With Queensland's debt at $80 billion and an annual interest bill of $4 billion, simply borrowing billions of dollars to meet the infrastructure back-log and increasing taxes to pay for it is not an option. Sadly this appears to be the direction Labor is heading, which will be disastrous for the state's future.

As it stands, Queensland is at risk of grinding to a halt and being left in New South Wales' wake as billions of investment dollars continue to flow south to Sydney's infrastructure market while city-transforming projects like the Brisbane Cross River Rail remain in limbo. It's time for the Palaszczuk Government to reconsider its antiquated views on infrastructure funding through asset recycling and work with the Australian Government to build a stronger future for Queensland.

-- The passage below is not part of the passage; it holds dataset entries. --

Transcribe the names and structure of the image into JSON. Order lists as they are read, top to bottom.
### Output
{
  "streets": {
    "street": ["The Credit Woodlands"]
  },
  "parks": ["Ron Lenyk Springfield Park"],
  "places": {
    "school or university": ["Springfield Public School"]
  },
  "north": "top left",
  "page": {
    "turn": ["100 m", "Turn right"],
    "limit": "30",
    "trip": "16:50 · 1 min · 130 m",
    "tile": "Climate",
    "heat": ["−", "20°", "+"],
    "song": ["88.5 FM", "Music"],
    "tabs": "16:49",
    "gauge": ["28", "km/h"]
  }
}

Later this year we will release Infrastructure Australia's 15 year plan which will outline the pipeline of infrastructure priorities we need to address as a nation. I encourage the Queensland Government and anyone who's interested to work with Infrastructure Australia on the development of this plan.

We can no longer afford to be complacent about building for our future. Industry needs the work and commuters want the infrastructure. The Australian Government is ready to deliver both.